── PROVIDED MATERIAL ──

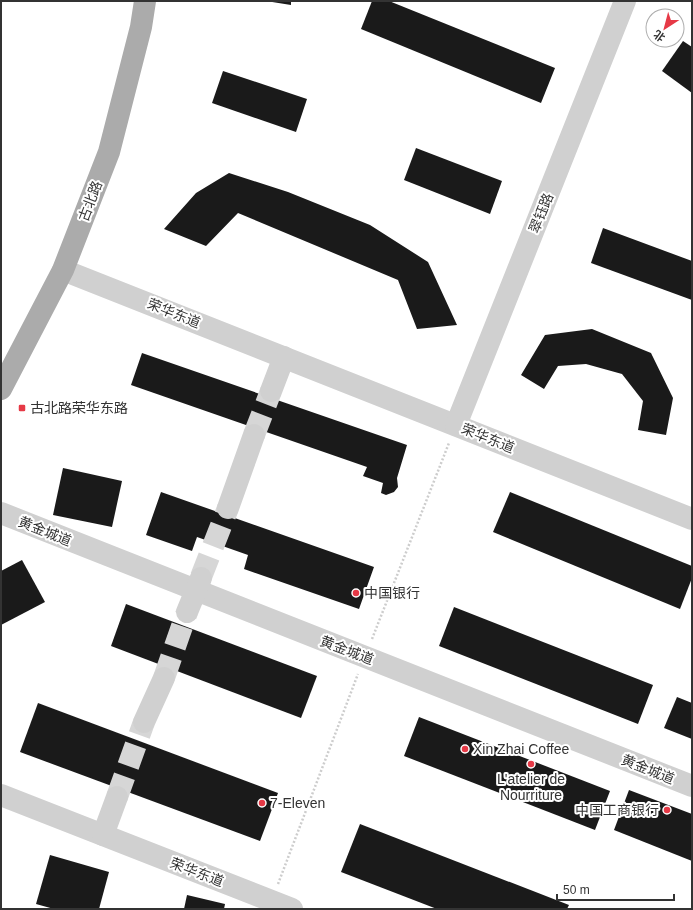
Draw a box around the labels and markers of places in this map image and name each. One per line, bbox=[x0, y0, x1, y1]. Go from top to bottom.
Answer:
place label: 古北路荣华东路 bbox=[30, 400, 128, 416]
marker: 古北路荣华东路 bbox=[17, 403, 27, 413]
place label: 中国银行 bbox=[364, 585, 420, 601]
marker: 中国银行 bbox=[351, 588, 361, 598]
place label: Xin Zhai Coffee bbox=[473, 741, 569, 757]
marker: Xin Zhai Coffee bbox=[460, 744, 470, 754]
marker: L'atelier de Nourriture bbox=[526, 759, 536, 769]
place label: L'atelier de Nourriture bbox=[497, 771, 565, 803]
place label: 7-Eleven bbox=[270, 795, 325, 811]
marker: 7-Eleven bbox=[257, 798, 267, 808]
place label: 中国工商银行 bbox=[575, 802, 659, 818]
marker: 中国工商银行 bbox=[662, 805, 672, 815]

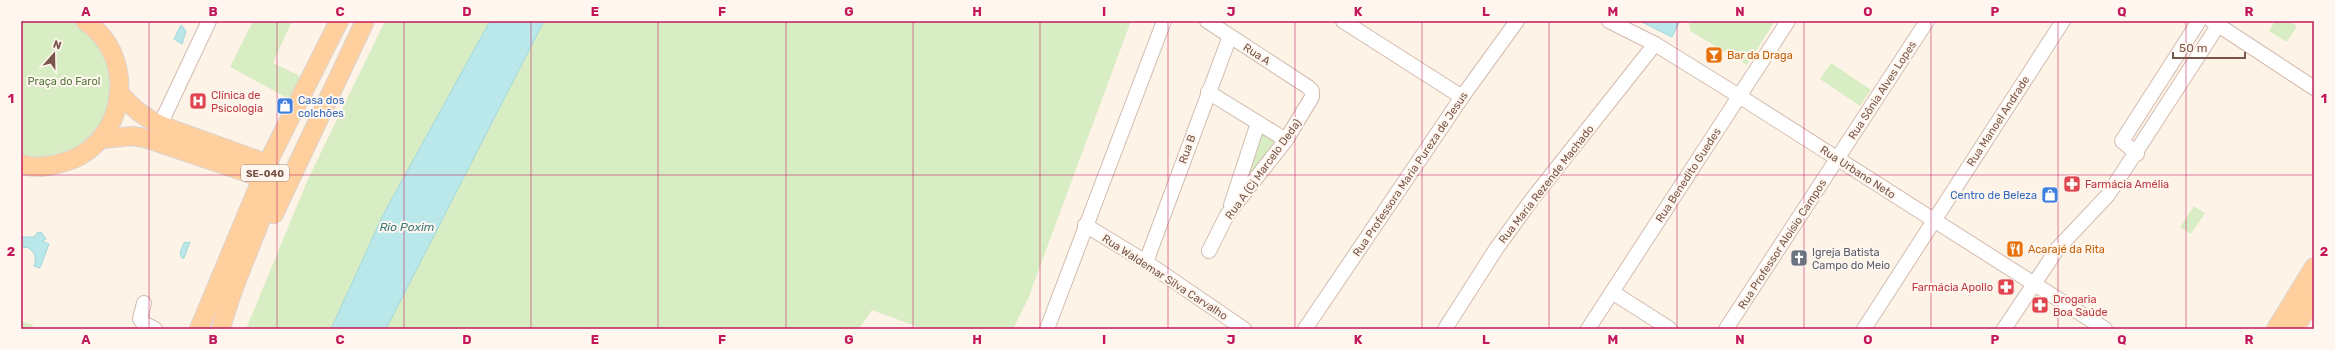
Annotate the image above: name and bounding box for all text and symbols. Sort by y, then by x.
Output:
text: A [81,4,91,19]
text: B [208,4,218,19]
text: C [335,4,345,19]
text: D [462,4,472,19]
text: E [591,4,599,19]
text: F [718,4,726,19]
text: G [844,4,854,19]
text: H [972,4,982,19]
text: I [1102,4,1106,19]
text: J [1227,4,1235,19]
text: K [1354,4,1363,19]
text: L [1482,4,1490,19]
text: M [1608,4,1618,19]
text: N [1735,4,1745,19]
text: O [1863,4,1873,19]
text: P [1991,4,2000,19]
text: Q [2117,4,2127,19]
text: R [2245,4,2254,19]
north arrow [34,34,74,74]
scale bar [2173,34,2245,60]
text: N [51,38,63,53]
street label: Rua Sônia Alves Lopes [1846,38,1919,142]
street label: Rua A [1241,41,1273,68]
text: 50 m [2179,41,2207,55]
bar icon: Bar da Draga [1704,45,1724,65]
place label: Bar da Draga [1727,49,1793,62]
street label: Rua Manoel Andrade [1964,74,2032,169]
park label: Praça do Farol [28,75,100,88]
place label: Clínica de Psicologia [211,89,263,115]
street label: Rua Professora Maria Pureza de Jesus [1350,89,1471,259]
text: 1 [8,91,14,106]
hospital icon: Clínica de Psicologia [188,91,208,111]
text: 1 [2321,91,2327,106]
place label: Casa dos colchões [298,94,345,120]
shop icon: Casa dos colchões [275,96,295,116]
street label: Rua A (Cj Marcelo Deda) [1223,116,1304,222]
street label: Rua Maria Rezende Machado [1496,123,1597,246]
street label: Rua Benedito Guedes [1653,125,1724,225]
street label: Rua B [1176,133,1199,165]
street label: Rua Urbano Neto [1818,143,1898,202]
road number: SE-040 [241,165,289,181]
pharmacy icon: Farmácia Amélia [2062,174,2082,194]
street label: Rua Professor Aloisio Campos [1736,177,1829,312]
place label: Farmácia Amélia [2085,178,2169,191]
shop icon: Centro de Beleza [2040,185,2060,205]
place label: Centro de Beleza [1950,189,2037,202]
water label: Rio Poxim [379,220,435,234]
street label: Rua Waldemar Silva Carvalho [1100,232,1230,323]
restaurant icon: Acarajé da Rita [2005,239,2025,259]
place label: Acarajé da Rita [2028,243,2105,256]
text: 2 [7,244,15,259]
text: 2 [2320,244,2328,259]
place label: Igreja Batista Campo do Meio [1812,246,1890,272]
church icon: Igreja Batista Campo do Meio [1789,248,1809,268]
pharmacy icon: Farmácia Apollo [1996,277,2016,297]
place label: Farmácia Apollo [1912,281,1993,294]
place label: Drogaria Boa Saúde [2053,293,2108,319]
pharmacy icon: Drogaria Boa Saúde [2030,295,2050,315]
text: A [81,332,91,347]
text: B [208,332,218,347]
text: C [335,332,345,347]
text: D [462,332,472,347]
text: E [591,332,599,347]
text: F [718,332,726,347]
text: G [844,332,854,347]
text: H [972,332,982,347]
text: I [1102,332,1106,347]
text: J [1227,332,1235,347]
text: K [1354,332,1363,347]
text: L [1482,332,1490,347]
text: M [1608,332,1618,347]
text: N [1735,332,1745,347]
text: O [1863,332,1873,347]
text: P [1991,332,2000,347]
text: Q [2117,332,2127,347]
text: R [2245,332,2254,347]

───

### TASK PROMPT
Set down the records above word for word, from the first line through the line containing "Annotate the image", both included; leave out the pictures.

### RESULT FOR THIS EXERCISE
Draw a box around the labels and markers of places in this map image and name each. One per line, bbox=[x0, y0, x1, y1]. Go from top to bottom.
Answer:
place label: 古北路荣华东路 bbox=[30, 400, 128, 416]
marker: 古北路荣华东路 bbox=[17, 403, 27, 413]
place label: 中国银行 bbox=[364, 585, 420, 601]
marker: 中国银行 bbox=[351, 588, 361, 598]
place label: Xin Zhai Coffee bbox=[473, 741, 569, 757]
marker: Xin Zhai Coffee bbox=[460, 744, 470, 754]
marker: L'atelier de Nourriture bbox=[526, 759, 536, 769]
place label: L'atelier de Nourriture bbox=[497, 771, 565, 803]
place label: 7-Eleven bbox=[270, 795, 325, 811]
marker: 7-Eleven bbox=[257, 798, 267, 808]
place label: 中国工商银行 bbox=[575, 802, 659, 818]
marker: 中国工商银行 bbox=[662, 805, 672, 815]

Annotate the image above: name and bounding box for all text and symbols. Sort by y, then by x.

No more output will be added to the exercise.